Google is running out of naming schemes for their projects.
Not enough words in the dictionary.
even though they have the full alphabet??
As much as you may dislike Google, I got to hand it to them, they have and always have a ton of skunk works projects.
that’s fine, I’m abandoning Google
Well, good to know. I planned to buy one and attach it to my homeserver ಠ╭╮ಠ
I think this plan needs to be replaced.
Nowadays just get an Intel Arc A380 for 150€ and you can use it for a lot more than only Frigate. That thing is a little beast for my server.
Glad you found out before the purchase. I made my purchase September 2024 and still rely on it for FrigateNVR.
I’m hoping that somehow a few people will get together to keep it going for a while. I sadly don’t understand most of the programming and such.

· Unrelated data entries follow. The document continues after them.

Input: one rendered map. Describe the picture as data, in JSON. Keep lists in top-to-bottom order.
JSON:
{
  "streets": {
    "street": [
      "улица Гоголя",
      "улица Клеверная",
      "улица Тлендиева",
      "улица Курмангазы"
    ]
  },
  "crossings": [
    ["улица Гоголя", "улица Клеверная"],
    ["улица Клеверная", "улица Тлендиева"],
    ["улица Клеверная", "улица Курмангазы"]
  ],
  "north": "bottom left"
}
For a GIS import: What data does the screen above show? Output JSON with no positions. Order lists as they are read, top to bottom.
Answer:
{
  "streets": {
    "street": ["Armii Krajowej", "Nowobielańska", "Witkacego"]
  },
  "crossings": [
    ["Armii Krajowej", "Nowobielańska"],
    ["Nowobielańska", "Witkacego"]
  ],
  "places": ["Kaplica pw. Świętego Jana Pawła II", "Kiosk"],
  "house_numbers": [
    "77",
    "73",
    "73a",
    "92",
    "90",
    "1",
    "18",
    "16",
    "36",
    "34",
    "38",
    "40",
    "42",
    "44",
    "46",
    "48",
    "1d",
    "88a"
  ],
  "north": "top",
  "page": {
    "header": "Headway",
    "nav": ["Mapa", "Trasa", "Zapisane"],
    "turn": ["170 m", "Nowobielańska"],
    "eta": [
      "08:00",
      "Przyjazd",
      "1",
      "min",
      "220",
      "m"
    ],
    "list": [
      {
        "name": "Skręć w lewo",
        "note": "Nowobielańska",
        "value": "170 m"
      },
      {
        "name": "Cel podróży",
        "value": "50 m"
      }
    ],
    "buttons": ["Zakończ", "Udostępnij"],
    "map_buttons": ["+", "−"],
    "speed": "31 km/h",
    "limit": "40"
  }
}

Do you know whether they plan to introduce a newer TPU instead?
Not that I know of.
Great, I bought one like 6mo ago and have it running on frigate…
<sigh>
The frigate container comes with the drivers for it. So its probably fine for the time being
Bought mine 3 weeks ago, I haven’t had the time to add it to my frigate…
Exact same boat as you… Urgh. Maybe community drivers are possible?
https://github.com/feranick/gasket-driver is the best option for now. But you also need the same gcc version installed as what was used to compile the kernel.
The feranick fork works just fine, even on kernel v7
That’s the worst part about it - the fix is so simple. Google just completely abandoned it.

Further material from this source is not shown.